*EXERCISE REQUIREMENTS*: Keep only the lines of the material below that contain the word "stream". Copy those lines.

*SOURCE RECORDS*:
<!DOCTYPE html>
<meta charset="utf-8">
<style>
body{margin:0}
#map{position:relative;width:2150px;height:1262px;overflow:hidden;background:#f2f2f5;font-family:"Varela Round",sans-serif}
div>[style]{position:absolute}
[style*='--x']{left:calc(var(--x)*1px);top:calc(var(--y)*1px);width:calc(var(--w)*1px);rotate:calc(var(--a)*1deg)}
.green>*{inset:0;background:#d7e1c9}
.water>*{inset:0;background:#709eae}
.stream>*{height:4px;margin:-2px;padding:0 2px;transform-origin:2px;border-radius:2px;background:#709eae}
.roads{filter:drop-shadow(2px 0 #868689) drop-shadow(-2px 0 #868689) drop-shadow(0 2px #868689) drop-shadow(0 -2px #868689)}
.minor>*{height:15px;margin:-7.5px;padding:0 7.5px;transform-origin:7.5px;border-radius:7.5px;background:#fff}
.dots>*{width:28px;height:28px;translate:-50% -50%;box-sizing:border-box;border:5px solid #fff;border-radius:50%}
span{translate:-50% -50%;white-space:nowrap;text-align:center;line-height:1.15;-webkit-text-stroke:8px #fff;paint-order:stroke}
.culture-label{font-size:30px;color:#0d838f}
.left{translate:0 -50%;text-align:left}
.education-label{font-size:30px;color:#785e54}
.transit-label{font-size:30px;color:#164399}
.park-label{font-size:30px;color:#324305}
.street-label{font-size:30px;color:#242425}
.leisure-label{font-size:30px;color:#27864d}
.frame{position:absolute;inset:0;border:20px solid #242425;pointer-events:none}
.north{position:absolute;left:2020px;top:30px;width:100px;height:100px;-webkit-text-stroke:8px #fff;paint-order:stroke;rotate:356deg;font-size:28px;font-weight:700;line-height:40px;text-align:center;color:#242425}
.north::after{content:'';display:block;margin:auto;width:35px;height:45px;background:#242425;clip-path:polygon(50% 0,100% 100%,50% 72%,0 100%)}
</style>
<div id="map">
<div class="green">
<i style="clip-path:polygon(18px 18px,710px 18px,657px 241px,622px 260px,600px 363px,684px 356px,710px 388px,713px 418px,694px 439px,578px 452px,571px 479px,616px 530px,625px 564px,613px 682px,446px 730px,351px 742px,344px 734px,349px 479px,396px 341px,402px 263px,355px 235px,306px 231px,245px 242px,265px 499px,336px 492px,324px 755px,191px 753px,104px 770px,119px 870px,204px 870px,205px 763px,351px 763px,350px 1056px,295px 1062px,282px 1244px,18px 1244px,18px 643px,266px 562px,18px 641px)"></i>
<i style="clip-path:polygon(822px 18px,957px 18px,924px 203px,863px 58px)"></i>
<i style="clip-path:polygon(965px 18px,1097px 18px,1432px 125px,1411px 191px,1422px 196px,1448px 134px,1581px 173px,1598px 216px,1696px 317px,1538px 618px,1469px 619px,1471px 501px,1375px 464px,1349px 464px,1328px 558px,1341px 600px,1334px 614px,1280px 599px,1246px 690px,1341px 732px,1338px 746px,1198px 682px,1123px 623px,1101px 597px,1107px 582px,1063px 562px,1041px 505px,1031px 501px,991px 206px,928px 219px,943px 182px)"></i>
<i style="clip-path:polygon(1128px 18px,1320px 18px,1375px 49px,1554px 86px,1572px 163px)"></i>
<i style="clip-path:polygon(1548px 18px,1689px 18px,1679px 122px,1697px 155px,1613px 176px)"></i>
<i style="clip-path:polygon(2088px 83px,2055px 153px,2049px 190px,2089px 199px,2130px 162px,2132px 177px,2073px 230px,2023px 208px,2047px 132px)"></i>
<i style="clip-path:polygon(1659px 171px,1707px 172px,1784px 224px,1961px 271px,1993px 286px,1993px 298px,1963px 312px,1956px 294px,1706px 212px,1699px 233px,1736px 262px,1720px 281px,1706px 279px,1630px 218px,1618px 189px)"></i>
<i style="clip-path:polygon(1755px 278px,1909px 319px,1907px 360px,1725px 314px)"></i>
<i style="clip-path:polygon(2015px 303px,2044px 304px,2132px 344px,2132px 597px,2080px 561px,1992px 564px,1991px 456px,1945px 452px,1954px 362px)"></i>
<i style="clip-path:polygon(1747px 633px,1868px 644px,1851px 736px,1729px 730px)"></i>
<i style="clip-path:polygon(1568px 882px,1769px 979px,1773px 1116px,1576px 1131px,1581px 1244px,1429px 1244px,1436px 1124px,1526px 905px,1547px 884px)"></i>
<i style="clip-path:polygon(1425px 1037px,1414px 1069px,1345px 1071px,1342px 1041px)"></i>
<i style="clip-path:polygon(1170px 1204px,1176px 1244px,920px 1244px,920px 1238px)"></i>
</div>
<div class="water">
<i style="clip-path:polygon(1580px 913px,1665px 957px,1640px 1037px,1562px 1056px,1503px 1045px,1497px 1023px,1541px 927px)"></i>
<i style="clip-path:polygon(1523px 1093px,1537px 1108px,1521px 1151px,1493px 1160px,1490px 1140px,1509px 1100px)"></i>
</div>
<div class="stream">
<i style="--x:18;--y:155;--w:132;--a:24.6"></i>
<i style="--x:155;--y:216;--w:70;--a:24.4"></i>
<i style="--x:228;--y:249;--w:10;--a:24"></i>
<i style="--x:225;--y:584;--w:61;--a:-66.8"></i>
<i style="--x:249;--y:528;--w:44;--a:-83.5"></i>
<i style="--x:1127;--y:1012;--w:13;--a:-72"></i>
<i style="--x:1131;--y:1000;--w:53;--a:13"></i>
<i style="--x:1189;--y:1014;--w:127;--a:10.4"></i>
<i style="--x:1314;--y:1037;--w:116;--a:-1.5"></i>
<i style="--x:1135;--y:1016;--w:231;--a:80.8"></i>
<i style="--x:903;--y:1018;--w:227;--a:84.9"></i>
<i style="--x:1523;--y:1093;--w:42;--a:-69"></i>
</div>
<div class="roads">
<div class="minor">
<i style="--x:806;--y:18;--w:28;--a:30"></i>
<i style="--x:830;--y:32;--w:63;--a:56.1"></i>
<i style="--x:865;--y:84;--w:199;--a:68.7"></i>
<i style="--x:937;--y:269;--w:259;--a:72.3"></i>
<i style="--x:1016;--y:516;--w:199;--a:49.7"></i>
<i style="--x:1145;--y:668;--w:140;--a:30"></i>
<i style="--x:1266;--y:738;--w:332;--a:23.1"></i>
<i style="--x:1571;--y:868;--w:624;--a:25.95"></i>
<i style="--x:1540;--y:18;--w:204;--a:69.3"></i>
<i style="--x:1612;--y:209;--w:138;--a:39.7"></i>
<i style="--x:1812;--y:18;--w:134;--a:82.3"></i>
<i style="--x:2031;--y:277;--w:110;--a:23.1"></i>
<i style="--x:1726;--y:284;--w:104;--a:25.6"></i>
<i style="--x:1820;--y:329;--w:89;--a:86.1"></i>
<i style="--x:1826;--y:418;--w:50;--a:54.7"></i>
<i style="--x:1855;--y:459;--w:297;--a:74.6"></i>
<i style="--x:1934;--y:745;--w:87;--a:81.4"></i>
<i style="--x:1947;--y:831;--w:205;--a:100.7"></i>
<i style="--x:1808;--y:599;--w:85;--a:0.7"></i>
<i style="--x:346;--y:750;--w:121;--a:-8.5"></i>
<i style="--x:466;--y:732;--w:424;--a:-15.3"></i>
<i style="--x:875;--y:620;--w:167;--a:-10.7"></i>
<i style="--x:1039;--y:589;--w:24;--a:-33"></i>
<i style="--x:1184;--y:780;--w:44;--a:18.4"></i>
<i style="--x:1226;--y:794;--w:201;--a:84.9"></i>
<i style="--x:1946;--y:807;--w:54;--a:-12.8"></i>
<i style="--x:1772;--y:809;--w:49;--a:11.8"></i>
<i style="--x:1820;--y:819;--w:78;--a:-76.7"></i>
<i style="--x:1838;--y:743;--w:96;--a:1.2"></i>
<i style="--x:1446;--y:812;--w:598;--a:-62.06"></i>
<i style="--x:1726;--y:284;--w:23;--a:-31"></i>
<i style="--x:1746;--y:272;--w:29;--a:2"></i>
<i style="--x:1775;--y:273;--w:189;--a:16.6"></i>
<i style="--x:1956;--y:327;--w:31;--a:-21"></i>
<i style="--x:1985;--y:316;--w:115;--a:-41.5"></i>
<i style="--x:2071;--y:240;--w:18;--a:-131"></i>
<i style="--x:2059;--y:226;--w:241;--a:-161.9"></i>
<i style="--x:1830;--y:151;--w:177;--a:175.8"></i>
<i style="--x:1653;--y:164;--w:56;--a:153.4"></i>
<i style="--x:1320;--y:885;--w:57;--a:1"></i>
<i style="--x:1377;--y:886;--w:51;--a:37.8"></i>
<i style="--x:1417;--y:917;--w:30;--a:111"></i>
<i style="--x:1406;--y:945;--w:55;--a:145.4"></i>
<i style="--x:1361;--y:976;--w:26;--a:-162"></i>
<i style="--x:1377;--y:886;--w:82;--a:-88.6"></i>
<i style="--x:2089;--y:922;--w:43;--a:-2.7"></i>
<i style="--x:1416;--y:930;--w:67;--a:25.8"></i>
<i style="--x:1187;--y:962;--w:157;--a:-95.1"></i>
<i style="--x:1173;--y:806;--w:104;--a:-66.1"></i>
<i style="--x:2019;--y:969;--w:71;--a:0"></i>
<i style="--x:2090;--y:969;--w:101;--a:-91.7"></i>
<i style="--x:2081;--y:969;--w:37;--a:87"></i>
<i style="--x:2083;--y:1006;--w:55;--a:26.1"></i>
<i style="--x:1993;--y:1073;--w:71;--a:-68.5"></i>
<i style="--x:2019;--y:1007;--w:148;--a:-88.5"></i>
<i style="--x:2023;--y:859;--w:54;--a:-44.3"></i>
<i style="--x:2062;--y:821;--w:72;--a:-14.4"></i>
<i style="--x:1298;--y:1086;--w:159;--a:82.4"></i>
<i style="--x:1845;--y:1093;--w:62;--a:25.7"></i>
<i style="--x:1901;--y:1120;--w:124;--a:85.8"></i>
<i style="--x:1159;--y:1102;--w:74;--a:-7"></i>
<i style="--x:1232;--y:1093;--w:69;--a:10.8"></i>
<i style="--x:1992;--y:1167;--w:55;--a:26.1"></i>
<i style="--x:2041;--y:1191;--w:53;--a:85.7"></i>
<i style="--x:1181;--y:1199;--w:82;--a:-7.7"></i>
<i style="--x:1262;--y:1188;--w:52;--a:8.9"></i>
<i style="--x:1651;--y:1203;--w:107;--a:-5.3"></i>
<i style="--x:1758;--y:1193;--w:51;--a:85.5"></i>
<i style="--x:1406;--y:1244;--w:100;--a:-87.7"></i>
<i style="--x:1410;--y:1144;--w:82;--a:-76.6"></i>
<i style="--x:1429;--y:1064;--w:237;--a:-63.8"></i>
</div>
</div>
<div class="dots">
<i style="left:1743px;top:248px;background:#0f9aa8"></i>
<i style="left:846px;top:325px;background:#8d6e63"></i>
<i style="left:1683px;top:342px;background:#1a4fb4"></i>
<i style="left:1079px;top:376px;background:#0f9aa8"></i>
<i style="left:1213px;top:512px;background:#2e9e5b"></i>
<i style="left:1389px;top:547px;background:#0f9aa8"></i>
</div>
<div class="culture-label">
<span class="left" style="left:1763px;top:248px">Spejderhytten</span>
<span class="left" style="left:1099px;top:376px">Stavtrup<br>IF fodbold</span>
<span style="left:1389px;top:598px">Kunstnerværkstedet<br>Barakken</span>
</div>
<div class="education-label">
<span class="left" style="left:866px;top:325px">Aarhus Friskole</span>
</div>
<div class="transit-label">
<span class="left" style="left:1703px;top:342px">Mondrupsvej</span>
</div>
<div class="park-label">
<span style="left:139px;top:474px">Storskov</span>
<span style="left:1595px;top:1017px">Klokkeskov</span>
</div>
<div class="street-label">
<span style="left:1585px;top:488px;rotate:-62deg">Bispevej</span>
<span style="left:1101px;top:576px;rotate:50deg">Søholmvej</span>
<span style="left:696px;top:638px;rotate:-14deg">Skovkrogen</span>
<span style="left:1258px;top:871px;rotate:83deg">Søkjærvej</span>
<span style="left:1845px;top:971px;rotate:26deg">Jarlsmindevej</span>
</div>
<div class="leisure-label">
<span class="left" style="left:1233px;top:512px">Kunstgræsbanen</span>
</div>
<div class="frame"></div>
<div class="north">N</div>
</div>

*SOLVED EXERCISE*:
.stream>*{height:4px;margin:-2px;padding:0 2px;transform-origin:2px;border-radius:2px;background:#709eae}
<div class="stream">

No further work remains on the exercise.